Once you find the line containing "12V9h3v3zM5 12V6h3v6zM10 12V3h3v9zM15" in the data below, copy it and each following line exactly, up to and including the line containing "<!-- green -->", and nothing else.

Source material Block Start

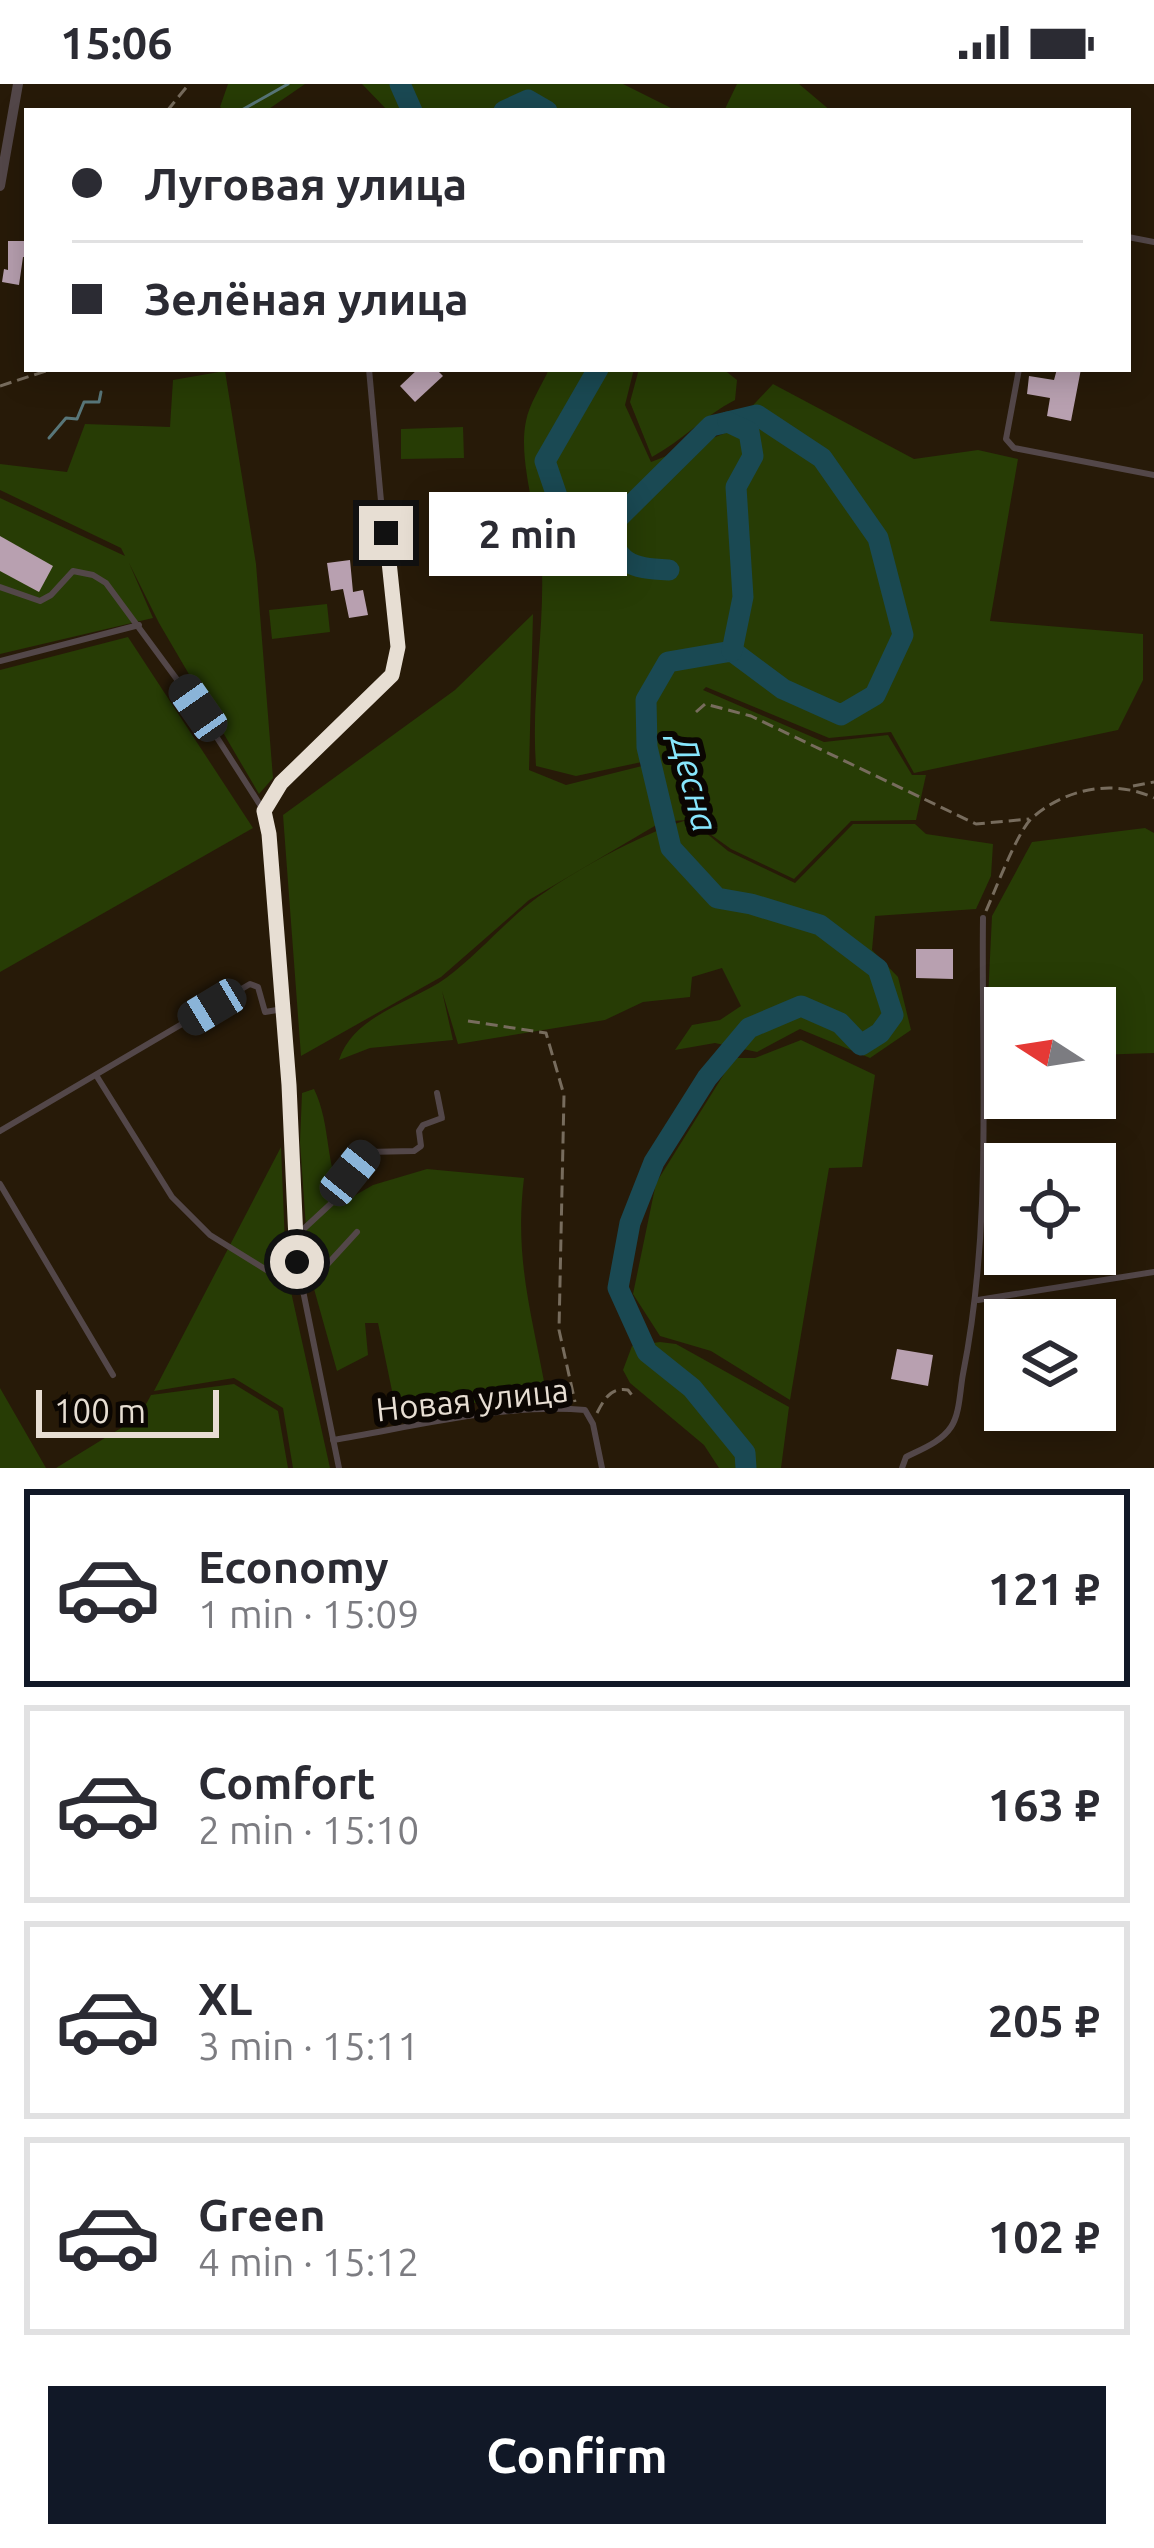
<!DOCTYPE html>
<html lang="en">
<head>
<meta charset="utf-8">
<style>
	:root { --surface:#fff; --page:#f7f7f7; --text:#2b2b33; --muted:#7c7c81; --line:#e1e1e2; --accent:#111827 }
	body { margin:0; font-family:Ubuntu,sans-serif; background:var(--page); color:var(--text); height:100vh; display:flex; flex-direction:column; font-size:45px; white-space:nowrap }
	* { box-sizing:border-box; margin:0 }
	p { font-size:39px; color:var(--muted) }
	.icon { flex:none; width:66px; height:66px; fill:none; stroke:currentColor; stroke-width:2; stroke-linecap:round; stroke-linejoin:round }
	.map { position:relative; height:1384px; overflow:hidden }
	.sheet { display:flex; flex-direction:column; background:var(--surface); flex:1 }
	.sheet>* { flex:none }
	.top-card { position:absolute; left:24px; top:24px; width:1107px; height:264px; border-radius:0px; box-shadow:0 6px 30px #0003; display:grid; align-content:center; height:264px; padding:0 48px; background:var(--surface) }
	.needle { width:78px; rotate:282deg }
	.controls { position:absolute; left:984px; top:903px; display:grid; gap:24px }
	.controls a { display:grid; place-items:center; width:132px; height:132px; border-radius:0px; background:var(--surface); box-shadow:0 6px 30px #0003; font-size:60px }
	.scale { position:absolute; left:36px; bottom:30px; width:183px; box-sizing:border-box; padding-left:12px; border:6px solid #e7ded3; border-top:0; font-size:33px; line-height:42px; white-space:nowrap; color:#e7ded3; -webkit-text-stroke:9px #0b0602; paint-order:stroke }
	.end { position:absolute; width:54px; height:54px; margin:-27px; border:15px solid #e7ded3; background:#111; box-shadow:0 0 0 6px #111 }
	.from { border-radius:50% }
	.bubble { position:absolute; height:84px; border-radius:0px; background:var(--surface); box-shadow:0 6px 30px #0003; font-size:39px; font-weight:700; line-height:84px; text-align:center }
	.car { position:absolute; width:36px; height:72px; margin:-36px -18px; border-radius:15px; box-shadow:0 0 9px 3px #0007; background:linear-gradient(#222 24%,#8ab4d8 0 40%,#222 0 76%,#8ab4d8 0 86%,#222 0) }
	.top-card b { display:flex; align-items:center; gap:42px; height:114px; font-size:45px }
	.top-card b+b { border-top:3px solid var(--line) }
	.top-card i { width:30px; height:30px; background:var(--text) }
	ul { padding:21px 0 0; list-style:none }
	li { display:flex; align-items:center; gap:36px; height:198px; margin:0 24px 18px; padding:0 24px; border:6px solid var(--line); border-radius:0px }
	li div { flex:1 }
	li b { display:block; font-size:45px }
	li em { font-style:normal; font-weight:700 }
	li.current { border-color:var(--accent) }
	li>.icon { width:108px; height:108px; stroke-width:1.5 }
	.action { display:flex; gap:24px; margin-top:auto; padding:24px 48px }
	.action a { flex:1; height:138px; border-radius:0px; background:var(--accent); color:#fff; font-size:48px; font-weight:700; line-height:138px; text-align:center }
	.status { display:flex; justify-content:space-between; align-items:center; height:84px; padding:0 60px; background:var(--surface); direction:ltr }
	.status svg { height:33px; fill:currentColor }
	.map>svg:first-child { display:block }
	.green { fill:#273c05 }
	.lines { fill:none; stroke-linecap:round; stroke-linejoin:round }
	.stream { stroke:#587679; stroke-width:3 }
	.river { stroke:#1a4953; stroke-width:21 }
	.building { fill:#b8a0b0 }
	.path { stroke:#776c5d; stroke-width:3; stroke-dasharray:12 6; stroke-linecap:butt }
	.service { stroke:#534749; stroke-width:6 }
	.minor { stroke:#534749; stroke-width:10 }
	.route { stroke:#e7ded3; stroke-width:15 }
	.labels { text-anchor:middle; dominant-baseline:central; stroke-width:12; stroke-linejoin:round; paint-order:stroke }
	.street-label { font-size:33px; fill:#e7ded3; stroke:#0b0602 }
	.water-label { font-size:36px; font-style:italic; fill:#87e6fc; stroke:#0b0602 }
</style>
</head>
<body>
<div class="status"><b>15:06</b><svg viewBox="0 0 49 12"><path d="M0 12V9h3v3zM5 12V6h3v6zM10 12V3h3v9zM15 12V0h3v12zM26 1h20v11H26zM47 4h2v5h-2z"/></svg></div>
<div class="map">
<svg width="1154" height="1384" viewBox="0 0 1154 1384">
	<rect width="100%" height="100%" fill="#271a08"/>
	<!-- green -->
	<g class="green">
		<path d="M228,0H305L266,27H225L220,23Z"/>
		<path d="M362,0H623L677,27H388Z"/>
		<path d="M737,0H799L831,27H724Z"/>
		<path d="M549,285H634L625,321L651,378L728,348L773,300L914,375L978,366L1018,375L990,537L1143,550V596L1118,646L914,689L891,648L829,654L706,603L703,606L824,658L888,651L912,691H926L916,736L851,737L794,795L731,765L689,735L728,767L795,799L853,740H915L926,750L993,760L991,792L976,825L875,832L872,866L898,893L911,946L870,974L800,945L757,968L715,959L675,966L692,941L720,936L741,922L722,884L692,893L690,913L643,918L605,936L458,960L442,907L453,956L370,964L339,976C353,931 413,918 446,894C476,872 501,842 530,819C571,788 638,751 687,736L673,737L656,675L576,692L536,682C531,616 544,552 542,486C541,441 517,379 526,337C529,320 542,301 549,285Z"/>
		<path d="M639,285H723L737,296L735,316C704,332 683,356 652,373L630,318Z"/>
		<path d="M225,287L256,480L273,694L259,710L159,539L129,479L153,534L0,570V414L125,472L121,464L0,406V380L67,388L85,340L170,343L173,296Z"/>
		<path d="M463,343L464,374L401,375V345Z"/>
		<path d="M327,520L330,548L272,555L269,526Z"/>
		<path d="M533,530L529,686L566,701L646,681L658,740L529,816L441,893L301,972L283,731L455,606Z"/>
		<path d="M128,553L253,744L0,888V586Z"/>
		<path d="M1145,744L1154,749V969L1095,971V924H1005L1003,974L986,956L992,832L1032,758Z"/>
		<path d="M801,956L875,991L862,1083L829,1084L790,1316L711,1267L660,1252L633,1210L656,1099L734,974H755Z"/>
		<path d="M314,1005C332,1042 324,1083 345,1117L373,1101L427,1085L524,1094C514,1175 532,1230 546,1308L397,1331L378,1239H365L368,1271L337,1287L309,1187L300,1058L302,1009Z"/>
		<path d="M281,1063L286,1185L330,1384H293L283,1324L234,1294L154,1307Z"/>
		<path d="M660,1258L676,1260L789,1323L781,1384H719L704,1361L630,1299L623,1286L632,1262Z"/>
		<path d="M234,1300L278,1327L288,1384H56L139,1333L151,1311Z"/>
		<path d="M0,1304L46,1384H47H0Z"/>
	</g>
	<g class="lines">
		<!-- stream -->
		<g class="stream">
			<path d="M240,27L288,0"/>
			<path d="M49,354L66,334L77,335L84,318H99L101,308"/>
		</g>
		<!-- river -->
		<g class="river">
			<path d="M400,0L412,27"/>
			<path d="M504,27L528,16L547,27"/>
			<path d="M598,285L545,377L560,421L582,446L613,439L711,342L757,331L822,374L878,454L903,551L875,611L841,631L783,605L732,567L668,578L646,616L647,663L671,764L717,814L751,820L820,841L878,885L893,931L880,949L861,961L840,939L801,922L749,944L707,994L654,1078L630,1139L618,1204L647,1268L692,1304L745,1369L746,1384"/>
			<path d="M728,338L749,348L753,372L736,403L743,513L732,567"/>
			<path d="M603,441C620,480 628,484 669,486"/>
		</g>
	</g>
	<!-- building -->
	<g class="building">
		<path d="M8,157H27V173H23L19,201L2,198L4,185L8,186Z"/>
		<path d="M418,285H436L443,292L415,318L400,302Z"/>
		<path d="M1057,285H1081L1071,337L1047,332L1050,314L1027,310L1029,292L1054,296Z"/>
		<path d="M0,452L53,482L39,508L0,487Z"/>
		<path d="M350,476L353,508L363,506L368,531L349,534L343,505L331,507L327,479Z"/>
		<path d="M916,865H953V895L916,894Z"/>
		<path d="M897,1265L933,1271L928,1302L891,1295Z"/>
	</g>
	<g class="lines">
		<!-- path -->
		<g class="path">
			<path d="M167,27L189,0"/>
			<path d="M0,302L52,285"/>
			<path d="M696,628L705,620L751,632L976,740L1029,735"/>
			<path d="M1133,702L1154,698"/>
			<path d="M986,827C995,807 1018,746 1032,734C1066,704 1114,695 1154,714"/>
			<path d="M468,937L546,949L564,1011L559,1246L575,1318"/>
			<path d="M597,1329C604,1315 611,1303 628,1306L634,1314"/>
		</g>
		<!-- service -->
		<g class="service">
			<path d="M1128,153L1154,158"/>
			<path d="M1019,285L1006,355L1014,364L1154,391"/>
			<path d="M0,503L40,517L51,511L73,487L93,491L106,499L198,624L264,727"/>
			<path d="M0,577L139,541"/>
			<path d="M96,991L172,1113L210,1151L302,1208L357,1148"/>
			<path d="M0,1047L250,900L258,903L265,928L283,925"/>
			<path d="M0,1100L113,1291"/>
			<path d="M296,1152L337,1114L350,1089L367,1068L414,1067L421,1062L419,1047L423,1041L442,1034L437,1009"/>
			<path d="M978,1216L1154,1188"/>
			<path d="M333,1356C412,1343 505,1319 585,1326L593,1340L602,1384"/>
			<path d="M339,1384L297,1177L289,1001L269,750L264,727L281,699L387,599L396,582L369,285"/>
			<path d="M902,1384L906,1373C922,1365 941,1358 951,1343C960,1330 960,1305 963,1290C993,1139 981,986 983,834"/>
		</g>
		<!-- minor -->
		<path class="minor" d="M0,102L18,0"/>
	</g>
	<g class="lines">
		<!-- route -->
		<path class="route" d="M297,1178L289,1001L269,750L264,727L281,699L392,591L398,563L386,449"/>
	</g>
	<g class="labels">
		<!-- street labels -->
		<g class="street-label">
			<text transform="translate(472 1315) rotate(-6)">Новая улица</text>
		</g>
		<!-- water labels -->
		<g class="water-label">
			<text transform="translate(695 699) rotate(76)">Десна</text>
		</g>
	</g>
</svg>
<div class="controls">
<a><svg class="needle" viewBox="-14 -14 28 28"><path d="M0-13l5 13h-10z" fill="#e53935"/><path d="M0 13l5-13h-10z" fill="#7c7c81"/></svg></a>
<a><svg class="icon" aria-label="locate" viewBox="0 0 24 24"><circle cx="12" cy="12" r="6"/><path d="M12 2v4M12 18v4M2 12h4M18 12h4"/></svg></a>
<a><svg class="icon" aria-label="layers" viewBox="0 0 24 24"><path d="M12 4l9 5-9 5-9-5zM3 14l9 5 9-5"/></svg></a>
</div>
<div class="scale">100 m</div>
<i class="end from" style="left:297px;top:1178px"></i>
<i class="end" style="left:386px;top:449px"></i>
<div class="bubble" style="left:429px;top:408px;width:198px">2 min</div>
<i class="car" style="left:198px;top:624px;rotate:325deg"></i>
<i class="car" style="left:212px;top:923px;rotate:239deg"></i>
<i class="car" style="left:350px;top:1089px;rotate:39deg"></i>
<div class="top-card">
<b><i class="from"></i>Луговая улица</b>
<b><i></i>Зелёная улица</b>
</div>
</div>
<section class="sheet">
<ul>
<li class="current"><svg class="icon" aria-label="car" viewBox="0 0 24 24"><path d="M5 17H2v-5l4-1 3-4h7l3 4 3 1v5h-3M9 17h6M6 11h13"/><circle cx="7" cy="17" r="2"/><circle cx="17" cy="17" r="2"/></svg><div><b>Economy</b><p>1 min · 15:09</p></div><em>121 ₽</em></li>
<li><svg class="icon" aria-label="car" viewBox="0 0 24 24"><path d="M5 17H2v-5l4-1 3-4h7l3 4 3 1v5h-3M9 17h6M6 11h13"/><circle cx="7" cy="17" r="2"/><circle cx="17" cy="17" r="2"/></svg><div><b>Comfort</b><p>2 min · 15:10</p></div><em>163 ₽</em></li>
<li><svg class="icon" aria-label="car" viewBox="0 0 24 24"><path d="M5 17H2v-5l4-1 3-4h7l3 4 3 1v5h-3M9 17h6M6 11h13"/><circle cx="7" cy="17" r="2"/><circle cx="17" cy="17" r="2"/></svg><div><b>XL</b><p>3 min · 15:11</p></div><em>205 ₽</em></li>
<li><svg class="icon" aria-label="car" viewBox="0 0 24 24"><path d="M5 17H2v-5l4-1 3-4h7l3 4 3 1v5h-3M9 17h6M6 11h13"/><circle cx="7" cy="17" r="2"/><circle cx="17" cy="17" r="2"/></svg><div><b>Green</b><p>4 min · 15:12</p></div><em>102 ₽</em></li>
</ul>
<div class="action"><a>Confirm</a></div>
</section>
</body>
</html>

Source material Block End

Solution:
<div class="status"><b>15:06</b><svg viewBox="0 0 49 12"><path d="M0 12V9h3v3zM5 12V6h3v6zM10 12V3h3v9zM15 12V0h3v12zM26 1h20v11H26zM47 4h2v5h-2z"/></svg></div>
<div class="map">
<svg width="1154" height="1384" viewBox="0 0 1154 1384">
	<rect width="100%" height="100%" fill="#271a08"/>
	<!-- green -->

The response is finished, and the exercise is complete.